> Data items
=-=-=-=-=

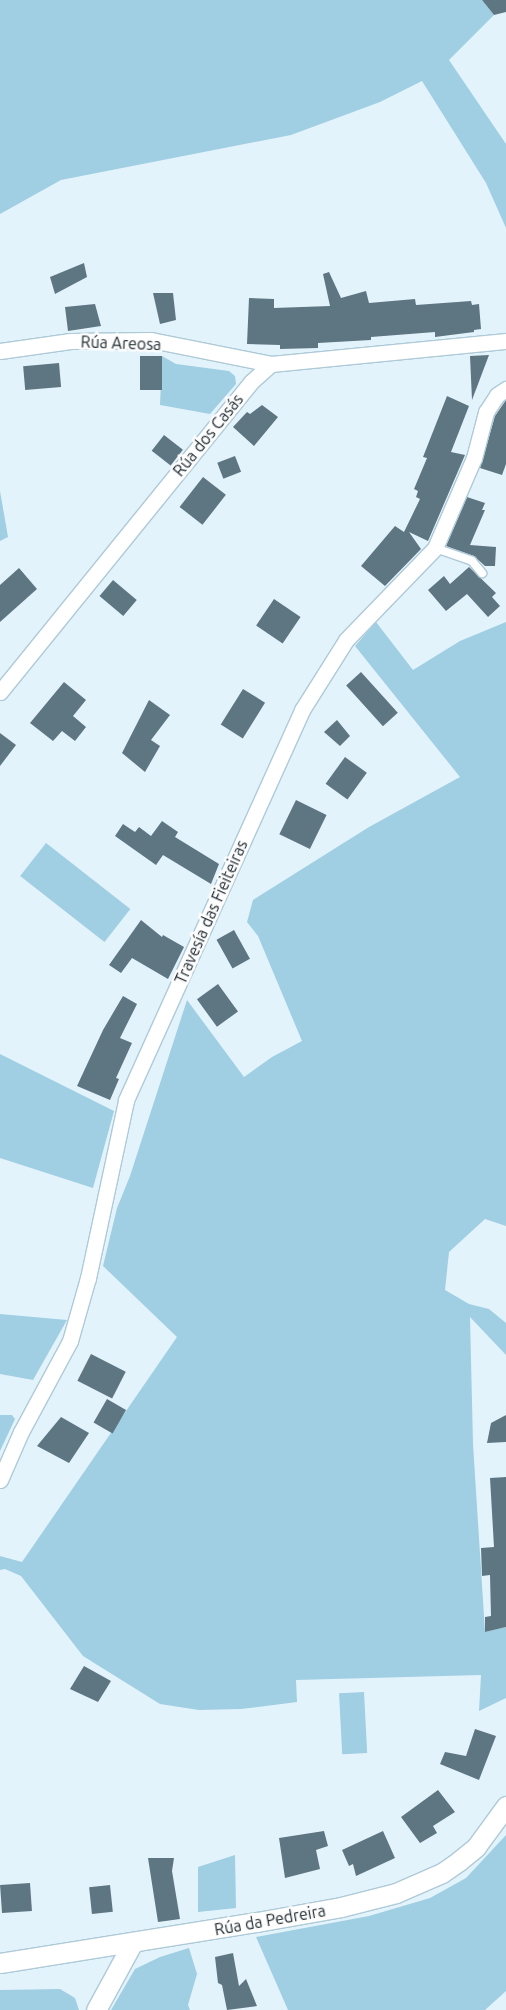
<!DOCTYPE html>
<html>
<head>
<meta charset="utf-8">
<style>
	body { margin:0 }
	#map { position:relative; width:506px; height:2010px; overflow:hidden; background:#e3f3fc; font-family:Ubuntu,sans-serif }
	div>[style] { position:absolute }
	.green>* { inset:0; background:#a0cee3; transform-origin:0 0 }
	.building>* { inset:0; background:#5d7682; transform-origin:0 0 }
	.roads { filter:drop-shadow(1px 0 #aecad7) drop-shadow(-1px 0 #aecad7) drop-shadow(0 1px #aecad7) drop-shadow(0 -1px #aecad7) }
	.service>* { height:8px; margin:-4px; padding:0 4px; transform-origin:4px; border-radius:4px; background:#fff }
	.minor>* { height:15px; margin:-7.5px; padding:0 7.5px; transform-origin:7.5px; border-radius:7.5px; background:#fff }
	.tertiary>* { height:19px; margin:-9.5px; padding:0 9.5px; transform-origin:9.5px; border-radius:9.5px; background:#fff }
	span { translate:-50% -50%; white-space:nowrap; text-align:center; line-height:1.15; -webkit-text-stroke:5px #fdfdfd; paint-order:stroke }
	.street-label { font-size:16px; color:#222d32 }
</style>
</head>
<body>
<div id="map">
	<div class="green">
		<i style="clip-path:polygon(0 0,482px 0,494px 15px,449px 60px,506px 144px,506px 228px,486px 183px,422px 81px,380px 102px,291px 135px,61px 180px,0 214px)"></i>
		<i style="clip-path:polygon(162px 356px,176px 364px,229px 371px,235px 376px,236px 384px,210px 414px,160px 405px)"></i>
		<i style="clip-path:polygon(0 491px,8px 537px,0 541px)"></i>
		<i style="clip-path:polygon(376px 622px,413px 670px,460px 641px,506px 622px,506px 1226px,485px 1219px,449px 1252px,445px 1290px,469px 1304px,489px 1309px,506px 1323px,506px 1355px,470px 1317px,473px 1444px,485px 1632px,506px 1627px,506px 1698px,479px 1711px,481px 1675px,296px 1680px,297px 1702px,241px 1709px,199px 1710px,160px 1704px,83px 1656px,21px 1576px,5px 1569px,0 1570px,0 1556px,22px 1562px,177px 1337px,103px 1266px,117px 1208px,130px 1176px,187px 1000px,244px 1077px,272px 1057px,302px 1041px,258px 936px,247px 922px,253px 900px,369px 827px,460px 777px,355px 646px)"></i>
		<i style="left:46px;top:843px;width:107px;height:42px;rotate:38deg"></i>
		<i style="clip-path:polygon(0 1054px,114px 1111px,93px 1188px,0 1158px)"></i>
		<i style="clip-path:polygon(0 1314px,67px 1320px,33px 1380px,0 1374px)"></i>
		<i style="clip-path:polygon(0 1415px,12px 1415px,15px 1419px,0 1451px)"></i>
		<i style="left:364px;top:1692px;width:61px;height:25px;rotate:87deg"></i>
		<i style="clip-path:polygon(506px 1835px,506px 1991px,485px 2010px,288px 2010px,256px 1937px,369px 1916px,430px 1898px,466px 1878px)"></i>
		<i style="clip-path:polygon(235px 1855px,236px 1908px,198px 1912px,198px 1867px)"></i>
		<i style="clip-path:polygon(189px 1948px,197px 1974px,188px 2005px,190px 2010px,111px 2010px,135px 1969px,160px 1957px)"></i>
		<i style="clip-path:polygon(60px 1989px,75px 1998px,79px 2010px,0 2010px,0 1990px)"></i>
	</div>
	<div class="building">
		<i style="clip-path:polygon(482px 0,506px 0,506px 12px,494px 15px)"></i>
		<i style="clip-path:polygon(84px 263px,87px 277px,55px 294px,50px 277px)"></i>
		<i style="clip-path:polygon(329px 272px,341px 298px,366px 291px,369px 303px,415px 299px,416px 305px,471px 301px,472px 305px,479px 304px,481px 329px,474px 330px,474px 332px,435px 337px,435px 332px,371px 337px,371px 340px,318px 343px,318px 348px,280px 349px,280px 345px,247px 344px,249px 298px,274px 299px,274px 308px,330px 306px,323px 274px)"></i>
		<i style="clip-path:polygon(153px 293px,173px 293px,176px 320px,160px 324px)"></i>
		<i style="clip-path:polygon(95px 304px,101px 326px,68px 331px,65px 307px)"></i>
		<i style="clip-path:polygon(489px 355px,472px 400px,470px 356px)"></i>
		<i style="left:140px;top:356px;width:22px;height:34px"></i>
		<i style="left:59px;top:363px;width:24px;height:36px;rotate:85deg"></i>
		<i style="clip-path:polygon(447px 396px,469px 406px,451px 452px,465px 455px,428px 541px,409px 532px,421px 549px,385px 586px,361px 566px,395px 526px,404px 532px,420px 499px,416px 497px,418px 491px,414px 489px,427px 458px,423px 457px)"></i>
		<i style="clip-path:polygon(506px 400px,506px 464px,502px 475px,480px 468px,495px 416px)"></i>
		<i style="clip-path:polygon(262px 405px,278px 417px,254px 446px,233px 427px,247px 412px,250px 414px)"></i>
		<i style="left:164px;top:435px;width:24px;height:20px;rotate:38deg"></i>
		<i style="left:235px;top:456px;width:17px;height:19px;rotate:69deg"></i>
		<i style="left:203px;top:477px;width:29px;height:38px;rotate:38deg"></i>
		<i style="clip-path:polygon(467px 497px,485px 503px,482px 510px,485px 510px,470px 545px,496px 547px,495px 566px,485px 566px,474px 556px,446px 546px)"></i>
		<i style="clip-path:polygon(469px 567px,496px 593px,492px 597px,500px 606px,488px 617px,467px 594px,446px 611px,428px 590px,444px 576px,450px 584px)"></i>
		<i style="clip-path:polygon(19px 568px,37px 589px,0 622px,0 585px)"></i>
		<i style="left:113px;top:580px;width:31px;height:21px;rotate:40deg"></i>
		<i style="left:274px;top:599px;width:32px;height:32px;rotate:34deg"></i>
		<i style="left:361px;top:672px;width:55px;height:20px;rotate:48deg"></i>
		<i style="clip-path:polygon(64px 682px,86px 700px,73px 716px,86px 727px,75px 741px,62px 731px,53px 741px,30px 723px)"></i>
		<i style="left:243px;top:689px;width:26px;height:42px;rotate:32deg"></i>
		<i style="clip-path:polygon(149px 700px,170px 715px,151px 740px,160px 746px,145px 772px,122px 753px)"></i>
		<i style="clip-path:polygon(337px 720px,350px 736px,340px 746px,324px 732px)"></i>
		<i style="clip-path:polygon(0 733px,16px 745px,0 766px)"></i>
		<i style="left:345px;top:757px;width:27px;height:33px;rotate:36deg"></i>
		<i style="left:296px;top:800px;width:34px;height:38px;rotate:26deg"></i>
		<i style="clip-path:polygon(162px 821px,178px 832px,175px 837px,219px 864px,211px 884px,163px 855px,156px 865px,115px 836px,123px 824px,135px 832px,139px 827px,151px 836px)"></i>
		<i style="clip-path:polygon(141px 920px,162px 937px,163px 935px,184px 947px,168px 979px,132px 958px,121px 973px,109px 965px)"></i>
		<i style="left:234px;top:930px;width:33px;height:20px;rotate:61deg"></i>
		<i style="left:218px;top:984px;width:34px;height:26px;rotate:54deg"></i>
		<i style="clip-path:polygon(123px 996px,137px 1004px,120px 1038px,132px 1043px,116px 1078px,119px 1079px,110px 1100px,77px 1086px,103px 1030px)"></i>
		<i style="left:91px;top:1354px;width:39px;height:30px;rotate:27deg"></i>
		<i style="left:107px;top:1399px;width:22px;height:27px;rotate:30deg"></i>
		<i style="clip-path:polygon(506px 1415px,506px 1442px,487px 1443px,491px 1423px)"></i>
		<i style="clip-path:polygon(61px 1417px,89px 1433px,69px 1463px,37px 1446px)"></i>
		<i style="clip-path:polygon(506px 1477px,506px 1627px,485px 1632px,485px 1617px,491px 1616px,490px 1575px,482px 1576px,481px 1548px,494px 1547px,490px 1478px)"></i>
		<i style="clip-path:polygon(84px 1666px,111px 1681px,98px 1702px,70px 1689px)"></i>
		<i style="clip-path:polygon(475px 1729px,496px 1736px,479px 1780px,440px 1764px,445px 1752px,466px 1756px)"></i>
		<i style="clip-path:polygon(438px 1790px,455px 1812px,433px 1826px,437px 1833px,420px 1843px,401px 1817px)"></i>
		<i style="clip-path:polygon(324px 1831px,328px 1846px,316px 1850px,320px 1869px,285px 1878px,279px 1838px)"></i>
		<i style="clip-path:polygon(383px 1831px,395px 1858px,356px 1876px,353px 1864px,349px 1866px,342px 1850px)"></i>
		<i style="clip-path:polygon(148px 1858px,174px 1858px,172px 1871px,180px 1919px,158px 1922px)"></i>
		<i style="left:30px;top:1883px;width:28px;height:30px;rotate:86deg"></i>
		<i style="left:110px;top:1885px;width:27px;height:21px;rotate:84deg"></i>
		<i style="clip-path:polygon(233px 1953px,239px 1986px,246px 1979px,257px 2006px,227px 2010px,222px 1985px,218px 1983px,215px 1957px)"></i>
	</div>
	<div class="roads">
		<div class="service">
			<i style="left:435px;top:548px;width:39px;rotate:19deg"></i>
			<i style="left:472px;top:561px;width:16px;rotate:50deg"></i>
		</div>
		<div class="minor">
			<i style="left:0;top:351px;width:71px;rotate:-8.1deg"></i>
			<i style="left:70px;top:341px;width:81px;rotate:-0.7deg"></i>
			<i style="left:151px;top:340px;width:122px;rotate:11.3deg"></i>
			<i style="left:0;top:692px;width:399px;rotate:-51deg"></i>
			<i style="left:251px;top:382px;width:27px;rotate:-42deg"></i>
			<i style="left:271px;top:364px;width:236px;rotate:-5.6deg"></i>
			<i style="left:0;top:1480px;width:52px;rotate:-66.4deg"></i>
			<i style="left:21px;top:1432px;width:103px;rotate:-61.7deg"></i>
			<i style="left:70px;top:1341px;width:66px;rotate:-74.1deg"></i>
			<i style="left:88px;top:1278px;width:182px;rotate:-77.9deg"></i>
			<i style="left:126px;top:1100px;width:428px;rotate:-65.7deg"></i>
			<i style="left:302px;top:710px;width:83px;rotate:-57.8deg"></i>
			<i style="left:346px;top:640px;width:128px;rotate:-45.9deg"></i>
			<i style="left:435px;top:548px;width:98px;rotate:-66.6deg"></i>
			<i style="left:474px;top:458px;width:48px;rotate:-75.4deg"></i>
			<i style="left:486px;top:412px;width:20px;rotate:-57deg"></i>
			<i style="left:497px;top:395px;width:11px;rotate:-34deg"></i>
		</div>
		<div class="tertiary">
			<i style="left:0;top:1963px;width:260px;rotate:-9.1deg"></i>
			<i style="left:257px;top:1922px;width:85px;rotate:-10.1deg"></i>
			<i style="left:341px;top:1907px;width:57px;rotate:-14.3deg"></i>
			<i style="left:396px;top:1893px;width:50px;rotate:-23.5deg"></i>
			<i style="left:442px;top:1873px;width:21px;rotate:-35deg"></i>
			<i style="left:459px;top:1861px;width:22px;rotate:-39deg"></i>
			<i style="left:476px;top:1847px;width:51px;rotate:-53.8deg"></i>
			<i style="left:96px;top:2010px;width:77px;rotate:-61.4deg"></i>
		</div>
	</div>
	<div class="street-label">
		<span style="left:121px;top:343px;rotate:2deg">Rúa Areosa</span>
		<span style="left:208px;top:435px;rotate:-51deg">Rúa dos Casás</span>
		<span style="left:211px;top:912px;rotate:-66deg">Travesía das Fieiteiras</span>
		<span style="left:270px;top:1920px;rotate:-10deg">Rúa da Pedreira</span>
	</div>
</div>
</body>
</html>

=-=-=-=-=

> TASK TO COMPLETE
Wherever the string "padding" appears in the data above, copy the line it sits in.

> RESULT OF THIS EXERCISE
	.service>* { height:8px; margin:-4px; padding:0 4px; transform-origin:4px; border-radius:4px; background:#fff }
	.minor>* { height:15px; margin:-7.5px; padding:0 7.5px; transform-origin:7.5px; border-radius:7.5px; background:#fff }
	.tertiary>* { height:19px; margin:-9.5px; padding:0 9.5px; transform-origin:9.5px; border-radius:9.5px; background:#fff }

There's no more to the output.